What needs to be done -> Extract every line from the records below that contains the word "JSON".
++++
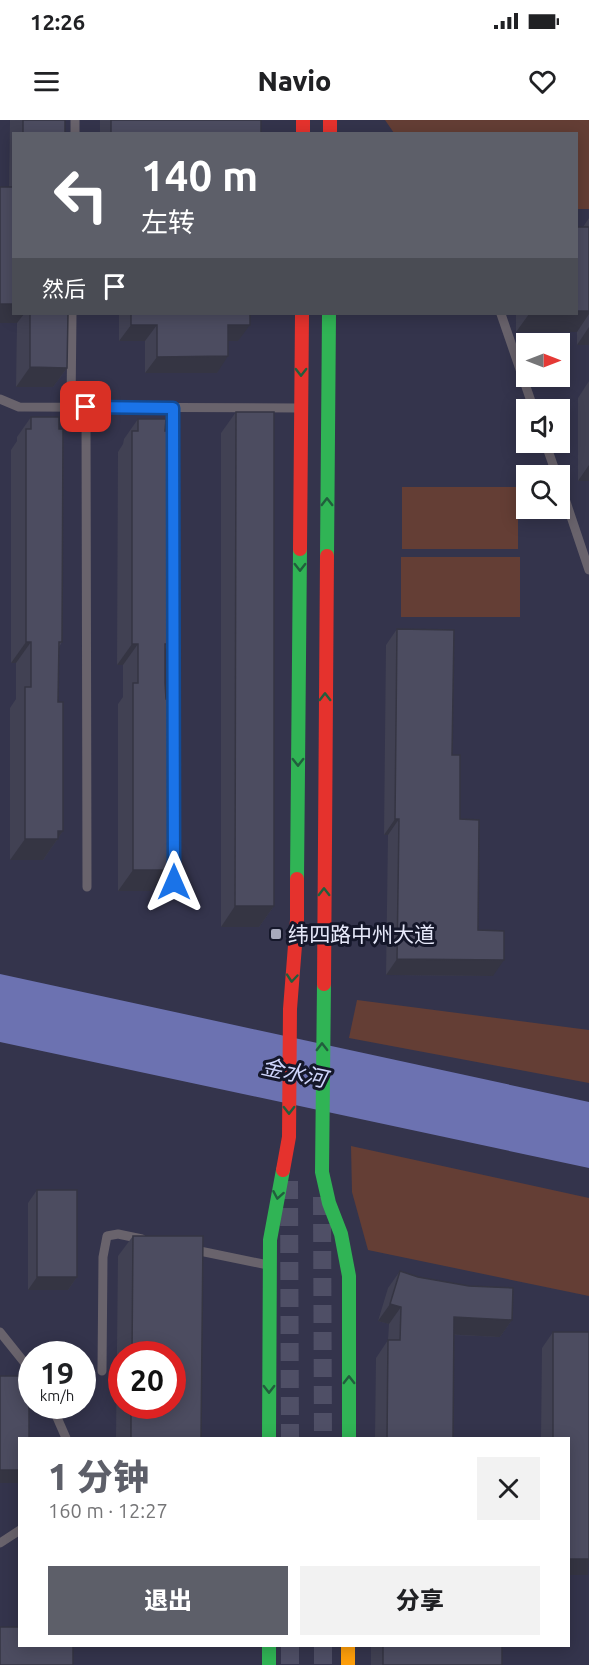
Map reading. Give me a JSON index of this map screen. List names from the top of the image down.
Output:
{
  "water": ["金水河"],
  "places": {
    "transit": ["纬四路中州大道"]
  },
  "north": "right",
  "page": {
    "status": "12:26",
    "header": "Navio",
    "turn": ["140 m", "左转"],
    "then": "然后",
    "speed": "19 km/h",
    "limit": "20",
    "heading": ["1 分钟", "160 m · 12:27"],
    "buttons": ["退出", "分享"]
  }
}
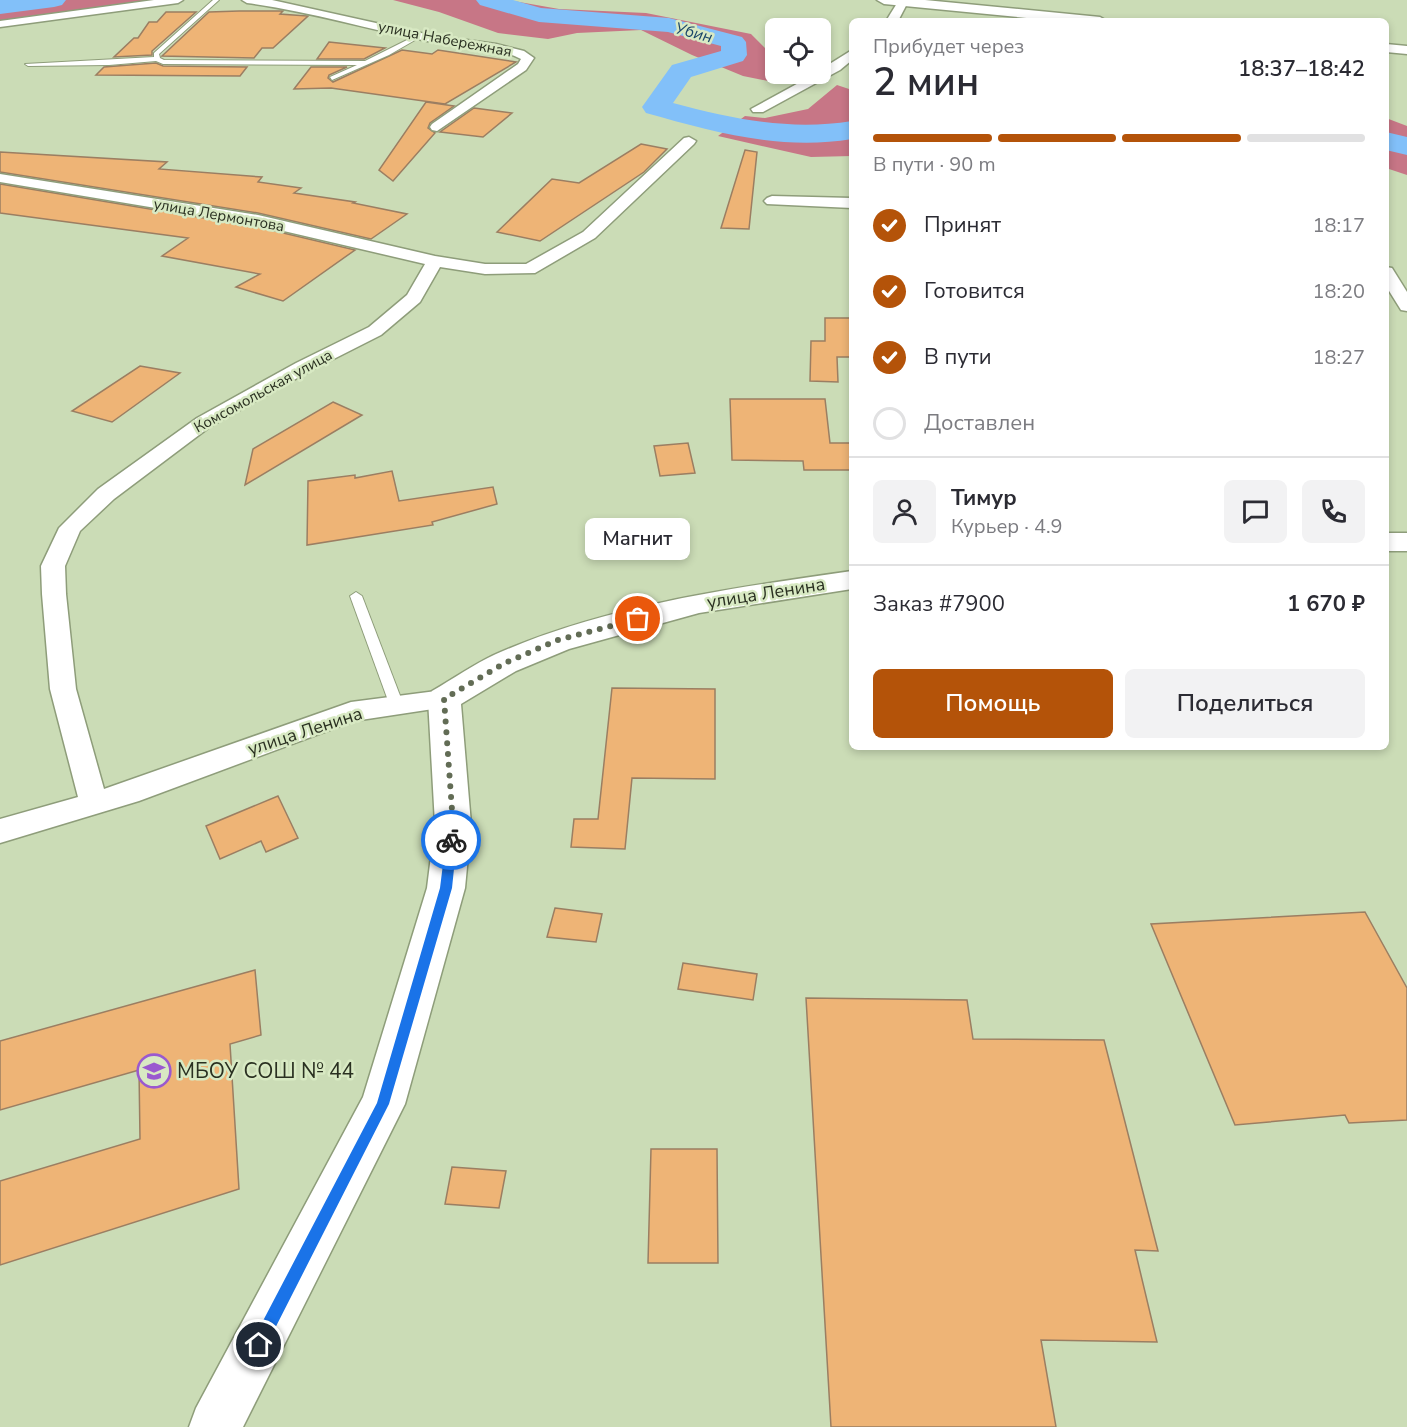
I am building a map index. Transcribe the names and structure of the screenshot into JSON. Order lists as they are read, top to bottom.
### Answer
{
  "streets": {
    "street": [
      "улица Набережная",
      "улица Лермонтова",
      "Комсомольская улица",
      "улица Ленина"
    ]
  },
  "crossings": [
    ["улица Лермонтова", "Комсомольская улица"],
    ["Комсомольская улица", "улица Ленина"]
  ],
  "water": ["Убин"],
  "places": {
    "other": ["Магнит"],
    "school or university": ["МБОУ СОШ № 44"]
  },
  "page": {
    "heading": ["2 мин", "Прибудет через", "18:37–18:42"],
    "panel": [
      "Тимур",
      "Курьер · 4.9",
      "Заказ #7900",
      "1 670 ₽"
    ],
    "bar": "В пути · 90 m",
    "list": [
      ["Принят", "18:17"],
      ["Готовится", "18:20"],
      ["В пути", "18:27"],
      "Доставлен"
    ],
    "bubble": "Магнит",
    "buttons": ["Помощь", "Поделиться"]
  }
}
++++
Answer box ->
Map reading. Give me a JSON index of this map screen. List names from the top of the image down.
I am building a map index. Transcribe the names and structure of the screenshot into JSON. Order lists as they are read, top to bottom.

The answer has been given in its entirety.